== DATA ==
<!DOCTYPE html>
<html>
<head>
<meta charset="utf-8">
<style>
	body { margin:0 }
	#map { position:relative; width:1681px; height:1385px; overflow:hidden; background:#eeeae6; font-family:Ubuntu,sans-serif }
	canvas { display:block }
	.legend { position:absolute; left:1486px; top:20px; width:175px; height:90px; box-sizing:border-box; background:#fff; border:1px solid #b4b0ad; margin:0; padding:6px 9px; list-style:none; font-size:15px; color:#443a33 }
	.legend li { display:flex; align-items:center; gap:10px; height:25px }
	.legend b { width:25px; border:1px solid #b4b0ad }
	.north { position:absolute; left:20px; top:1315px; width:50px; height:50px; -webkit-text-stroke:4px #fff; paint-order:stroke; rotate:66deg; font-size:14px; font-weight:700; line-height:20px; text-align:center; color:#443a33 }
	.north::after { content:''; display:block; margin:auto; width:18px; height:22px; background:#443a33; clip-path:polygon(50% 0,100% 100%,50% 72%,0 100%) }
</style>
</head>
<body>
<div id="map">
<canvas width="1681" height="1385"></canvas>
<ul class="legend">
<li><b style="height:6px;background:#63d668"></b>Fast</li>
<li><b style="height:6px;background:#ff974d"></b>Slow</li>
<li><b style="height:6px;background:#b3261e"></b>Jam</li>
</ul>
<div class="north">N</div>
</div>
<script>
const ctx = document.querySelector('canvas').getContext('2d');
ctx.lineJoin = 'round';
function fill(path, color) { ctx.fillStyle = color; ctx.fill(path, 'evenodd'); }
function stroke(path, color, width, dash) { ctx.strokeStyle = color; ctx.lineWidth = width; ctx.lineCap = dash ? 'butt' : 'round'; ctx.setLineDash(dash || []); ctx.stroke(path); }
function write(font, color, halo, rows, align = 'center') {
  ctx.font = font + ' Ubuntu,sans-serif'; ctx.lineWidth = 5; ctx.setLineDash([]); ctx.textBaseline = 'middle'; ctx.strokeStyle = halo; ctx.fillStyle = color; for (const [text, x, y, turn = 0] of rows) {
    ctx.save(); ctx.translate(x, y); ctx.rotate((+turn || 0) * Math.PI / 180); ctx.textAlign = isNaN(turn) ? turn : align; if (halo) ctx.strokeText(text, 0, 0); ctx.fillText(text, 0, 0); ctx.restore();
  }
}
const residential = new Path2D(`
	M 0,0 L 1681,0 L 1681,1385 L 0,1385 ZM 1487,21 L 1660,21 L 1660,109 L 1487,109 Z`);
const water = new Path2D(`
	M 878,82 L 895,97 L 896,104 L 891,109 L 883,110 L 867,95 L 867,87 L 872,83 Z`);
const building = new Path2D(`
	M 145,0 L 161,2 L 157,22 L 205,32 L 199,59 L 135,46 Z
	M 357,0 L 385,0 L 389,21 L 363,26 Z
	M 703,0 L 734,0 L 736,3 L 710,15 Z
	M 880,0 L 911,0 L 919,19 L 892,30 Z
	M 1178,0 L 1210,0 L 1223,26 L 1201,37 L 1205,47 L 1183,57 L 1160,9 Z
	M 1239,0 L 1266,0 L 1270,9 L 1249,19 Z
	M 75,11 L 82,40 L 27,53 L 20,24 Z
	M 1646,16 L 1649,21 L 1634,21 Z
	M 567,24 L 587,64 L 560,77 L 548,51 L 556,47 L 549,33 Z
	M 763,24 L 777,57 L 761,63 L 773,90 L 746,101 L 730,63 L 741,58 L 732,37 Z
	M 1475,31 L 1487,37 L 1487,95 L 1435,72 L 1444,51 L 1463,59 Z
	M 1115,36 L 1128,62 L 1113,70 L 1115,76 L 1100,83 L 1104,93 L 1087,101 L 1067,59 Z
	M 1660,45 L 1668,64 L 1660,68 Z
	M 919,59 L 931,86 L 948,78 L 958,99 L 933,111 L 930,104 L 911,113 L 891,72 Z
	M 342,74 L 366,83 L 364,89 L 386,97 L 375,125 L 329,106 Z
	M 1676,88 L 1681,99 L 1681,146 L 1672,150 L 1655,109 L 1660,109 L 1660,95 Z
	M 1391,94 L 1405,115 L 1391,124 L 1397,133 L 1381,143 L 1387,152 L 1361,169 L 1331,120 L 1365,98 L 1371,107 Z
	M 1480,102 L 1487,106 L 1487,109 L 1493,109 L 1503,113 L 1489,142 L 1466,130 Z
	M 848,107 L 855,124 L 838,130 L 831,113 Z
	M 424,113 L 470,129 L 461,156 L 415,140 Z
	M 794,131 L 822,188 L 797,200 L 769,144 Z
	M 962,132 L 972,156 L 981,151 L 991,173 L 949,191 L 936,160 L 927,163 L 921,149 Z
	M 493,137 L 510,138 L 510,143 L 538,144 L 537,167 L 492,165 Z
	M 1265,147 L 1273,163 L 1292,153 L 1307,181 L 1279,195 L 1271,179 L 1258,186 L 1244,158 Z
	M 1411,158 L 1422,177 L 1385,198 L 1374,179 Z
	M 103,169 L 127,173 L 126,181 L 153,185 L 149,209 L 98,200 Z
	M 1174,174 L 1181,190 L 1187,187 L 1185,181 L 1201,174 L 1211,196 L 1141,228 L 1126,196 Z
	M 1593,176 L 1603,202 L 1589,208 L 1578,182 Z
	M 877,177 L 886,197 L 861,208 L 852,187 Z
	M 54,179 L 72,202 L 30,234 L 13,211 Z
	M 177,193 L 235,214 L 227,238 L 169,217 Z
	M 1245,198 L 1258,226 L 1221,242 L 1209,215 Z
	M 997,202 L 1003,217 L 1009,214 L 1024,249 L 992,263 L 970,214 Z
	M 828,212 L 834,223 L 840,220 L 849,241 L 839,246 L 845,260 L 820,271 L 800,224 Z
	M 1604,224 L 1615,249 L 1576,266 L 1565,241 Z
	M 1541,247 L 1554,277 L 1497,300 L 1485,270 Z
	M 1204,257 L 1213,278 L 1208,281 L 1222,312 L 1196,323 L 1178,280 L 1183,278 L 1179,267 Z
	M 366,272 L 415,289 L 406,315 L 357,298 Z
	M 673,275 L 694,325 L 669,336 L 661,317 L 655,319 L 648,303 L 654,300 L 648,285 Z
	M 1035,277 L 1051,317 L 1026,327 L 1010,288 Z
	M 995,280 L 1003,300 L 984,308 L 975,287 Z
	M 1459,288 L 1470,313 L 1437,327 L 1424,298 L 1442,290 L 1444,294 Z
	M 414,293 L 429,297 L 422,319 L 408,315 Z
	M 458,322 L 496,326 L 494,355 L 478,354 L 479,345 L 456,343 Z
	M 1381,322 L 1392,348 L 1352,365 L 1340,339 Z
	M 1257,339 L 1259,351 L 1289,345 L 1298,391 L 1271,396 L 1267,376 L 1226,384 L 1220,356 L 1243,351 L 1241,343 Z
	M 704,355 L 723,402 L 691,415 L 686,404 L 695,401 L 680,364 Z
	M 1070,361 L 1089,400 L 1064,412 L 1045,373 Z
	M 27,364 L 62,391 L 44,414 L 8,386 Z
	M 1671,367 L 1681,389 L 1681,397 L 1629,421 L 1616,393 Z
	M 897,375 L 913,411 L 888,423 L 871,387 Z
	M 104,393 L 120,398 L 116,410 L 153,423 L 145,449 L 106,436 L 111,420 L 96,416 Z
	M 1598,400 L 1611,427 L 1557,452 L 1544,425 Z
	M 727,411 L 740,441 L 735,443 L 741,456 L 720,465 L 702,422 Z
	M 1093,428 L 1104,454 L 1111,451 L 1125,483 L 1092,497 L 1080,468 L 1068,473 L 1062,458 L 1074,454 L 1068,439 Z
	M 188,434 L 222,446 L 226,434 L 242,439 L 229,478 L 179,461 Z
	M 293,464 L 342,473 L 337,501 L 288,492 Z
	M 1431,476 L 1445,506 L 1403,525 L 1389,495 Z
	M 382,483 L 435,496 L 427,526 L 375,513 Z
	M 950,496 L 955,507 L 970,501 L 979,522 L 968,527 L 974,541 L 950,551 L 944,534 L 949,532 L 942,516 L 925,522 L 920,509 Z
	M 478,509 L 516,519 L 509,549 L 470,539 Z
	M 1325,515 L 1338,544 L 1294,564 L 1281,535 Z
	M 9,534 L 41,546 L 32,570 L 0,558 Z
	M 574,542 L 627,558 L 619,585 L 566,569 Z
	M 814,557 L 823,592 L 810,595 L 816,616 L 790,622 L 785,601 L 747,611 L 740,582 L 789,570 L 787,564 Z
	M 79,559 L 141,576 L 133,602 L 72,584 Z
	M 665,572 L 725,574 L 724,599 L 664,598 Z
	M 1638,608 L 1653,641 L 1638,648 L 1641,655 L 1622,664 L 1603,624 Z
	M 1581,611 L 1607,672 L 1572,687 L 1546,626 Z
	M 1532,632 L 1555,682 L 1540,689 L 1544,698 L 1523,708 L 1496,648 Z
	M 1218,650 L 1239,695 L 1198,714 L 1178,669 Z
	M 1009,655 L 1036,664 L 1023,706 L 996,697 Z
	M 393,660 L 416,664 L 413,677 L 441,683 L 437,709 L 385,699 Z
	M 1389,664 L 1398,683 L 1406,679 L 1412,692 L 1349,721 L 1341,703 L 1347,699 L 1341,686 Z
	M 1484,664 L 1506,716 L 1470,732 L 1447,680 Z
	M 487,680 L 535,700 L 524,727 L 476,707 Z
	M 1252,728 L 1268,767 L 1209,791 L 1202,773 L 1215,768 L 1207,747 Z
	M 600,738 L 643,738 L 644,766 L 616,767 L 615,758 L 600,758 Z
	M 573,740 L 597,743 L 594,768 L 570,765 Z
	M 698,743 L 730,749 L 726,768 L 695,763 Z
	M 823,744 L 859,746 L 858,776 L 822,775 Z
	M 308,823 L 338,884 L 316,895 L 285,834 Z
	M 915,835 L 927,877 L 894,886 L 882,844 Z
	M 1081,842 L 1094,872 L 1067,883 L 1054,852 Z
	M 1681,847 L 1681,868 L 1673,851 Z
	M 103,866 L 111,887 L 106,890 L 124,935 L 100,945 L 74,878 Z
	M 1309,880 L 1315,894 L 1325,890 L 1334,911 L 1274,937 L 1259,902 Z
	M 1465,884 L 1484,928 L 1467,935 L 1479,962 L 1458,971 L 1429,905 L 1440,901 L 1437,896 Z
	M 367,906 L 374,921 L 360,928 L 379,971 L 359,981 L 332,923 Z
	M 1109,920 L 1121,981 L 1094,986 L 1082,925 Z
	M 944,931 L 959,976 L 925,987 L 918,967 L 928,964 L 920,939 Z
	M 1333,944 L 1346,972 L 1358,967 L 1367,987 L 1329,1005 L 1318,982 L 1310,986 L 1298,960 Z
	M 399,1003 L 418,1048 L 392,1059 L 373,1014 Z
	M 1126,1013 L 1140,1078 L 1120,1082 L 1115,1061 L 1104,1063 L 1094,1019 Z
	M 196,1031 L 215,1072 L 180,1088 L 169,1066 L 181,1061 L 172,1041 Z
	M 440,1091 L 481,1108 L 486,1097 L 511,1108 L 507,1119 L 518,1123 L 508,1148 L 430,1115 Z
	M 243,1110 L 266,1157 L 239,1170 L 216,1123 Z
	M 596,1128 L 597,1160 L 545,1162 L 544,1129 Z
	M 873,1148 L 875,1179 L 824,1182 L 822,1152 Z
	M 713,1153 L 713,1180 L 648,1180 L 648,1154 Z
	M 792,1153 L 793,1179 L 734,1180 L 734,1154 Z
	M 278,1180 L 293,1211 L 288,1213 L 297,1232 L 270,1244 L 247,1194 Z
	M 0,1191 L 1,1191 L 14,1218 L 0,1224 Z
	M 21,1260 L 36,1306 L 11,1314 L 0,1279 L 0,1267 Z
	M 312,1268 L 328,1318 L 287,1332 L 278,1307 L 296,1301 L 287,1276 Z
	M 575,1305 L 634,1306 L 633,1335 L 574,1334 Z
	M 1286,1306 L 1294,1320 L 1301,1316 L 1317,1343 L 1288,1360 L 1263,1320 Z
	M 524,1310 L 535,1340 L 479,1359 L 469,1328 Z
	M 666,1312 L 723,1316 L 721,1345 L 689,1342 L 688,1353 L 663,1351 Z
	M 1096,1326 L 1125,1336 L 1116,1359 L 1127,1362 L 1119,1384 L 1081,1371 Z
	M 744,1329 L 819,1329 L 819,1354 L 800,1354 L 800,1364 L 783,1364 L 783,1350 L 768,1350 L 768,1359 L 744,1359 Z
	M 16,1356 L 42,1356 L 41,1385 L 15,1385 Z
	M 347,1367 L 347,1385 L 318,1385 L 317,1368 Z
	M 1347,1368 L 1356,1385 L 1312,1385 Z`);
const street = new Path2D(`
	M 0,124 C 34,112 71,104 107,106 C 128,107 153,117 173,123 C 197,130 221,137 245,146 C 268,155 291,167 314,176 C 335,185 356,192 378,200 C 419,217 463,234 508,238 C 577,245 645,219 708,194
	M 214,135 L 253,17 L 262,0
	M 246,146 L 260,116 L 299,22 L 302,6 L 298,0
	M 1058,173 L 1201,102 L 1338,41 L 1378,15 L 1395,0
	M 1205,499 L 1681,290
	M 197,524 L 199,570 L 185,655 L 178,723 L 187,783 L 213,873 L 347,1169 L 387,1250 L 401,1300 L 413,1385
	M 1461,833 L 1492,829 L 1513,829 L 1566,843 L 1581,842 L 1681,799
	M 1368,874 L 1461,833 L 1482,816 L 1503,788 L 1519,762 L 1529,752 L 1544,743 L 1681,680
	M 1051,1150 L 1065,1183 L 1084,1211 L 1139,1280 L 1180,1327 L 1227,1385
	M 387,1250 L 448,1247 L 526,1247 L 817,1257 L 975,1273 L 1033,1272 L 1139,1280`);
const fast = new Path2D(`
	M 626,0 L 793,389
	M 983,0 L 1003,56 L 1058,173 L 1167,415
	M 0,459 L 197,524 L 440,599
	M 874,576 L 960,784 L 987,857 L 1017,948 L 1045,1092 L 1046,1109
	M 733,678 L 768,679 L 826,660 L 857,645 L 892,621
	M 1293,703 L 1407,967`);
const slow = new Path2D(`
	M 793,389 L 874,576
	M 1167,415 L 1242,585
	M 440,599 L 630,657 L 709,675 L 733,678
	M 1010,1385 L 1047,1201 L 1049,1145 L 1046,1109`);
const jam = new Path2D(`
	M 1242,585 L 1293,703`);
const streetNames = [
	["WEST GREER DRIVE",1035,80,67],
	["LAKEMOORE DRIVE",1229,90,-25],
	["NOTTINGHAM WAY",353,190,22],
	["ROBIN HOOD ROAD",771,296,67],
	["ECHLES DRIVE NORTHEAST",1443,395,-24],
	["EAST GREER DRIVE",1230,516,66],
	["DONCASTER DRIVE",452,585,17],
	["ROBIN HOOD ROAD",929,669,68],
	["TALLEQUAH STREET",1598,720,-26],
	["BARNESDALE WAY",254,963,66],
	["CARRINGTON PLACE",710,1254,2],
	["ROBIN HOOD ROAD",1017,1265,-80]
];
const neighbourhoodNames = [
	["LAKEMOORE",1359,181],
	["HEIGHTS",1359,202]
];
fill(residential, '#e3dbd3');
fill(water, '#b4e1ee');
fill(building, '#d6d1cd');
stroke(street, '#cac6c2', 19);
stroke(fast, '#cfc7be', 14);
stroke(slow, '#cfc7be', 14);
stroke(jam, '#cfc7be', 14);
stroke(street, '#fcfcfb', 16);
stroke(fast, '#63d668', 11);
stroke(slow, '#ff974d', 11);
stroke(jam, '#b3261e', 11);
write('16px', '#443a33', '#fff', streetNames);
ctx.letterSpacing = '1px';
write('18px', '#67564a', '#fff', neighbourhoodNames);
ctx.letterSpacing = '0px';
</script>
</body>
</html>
===
• **ACTION ITEM**
Which lines of the data include the word "turn"? Copy each one.

• **EXERCISE RESULT**
  ctx.font = font + ' Ubuntu,sans-serif'; ctx.lineWidth = 5; ctx.setLineDash([]); ctx.textBaseline = 'middle'; ctx.strokeStyle = halo; ctx.fillStyle = color; for (const [text, x, y, turn = 0] of rows) {
    ctx.save(); ctx.translate(x, y); ctx.rotate((+turn || 0) * Math.PI / 180); ctx.textAlign = isNaN(turn) ? turn : align; if (halo) ctx.strokeText(text, 0, 0); ctx.fillText(text, 0, 0); ctx.restore();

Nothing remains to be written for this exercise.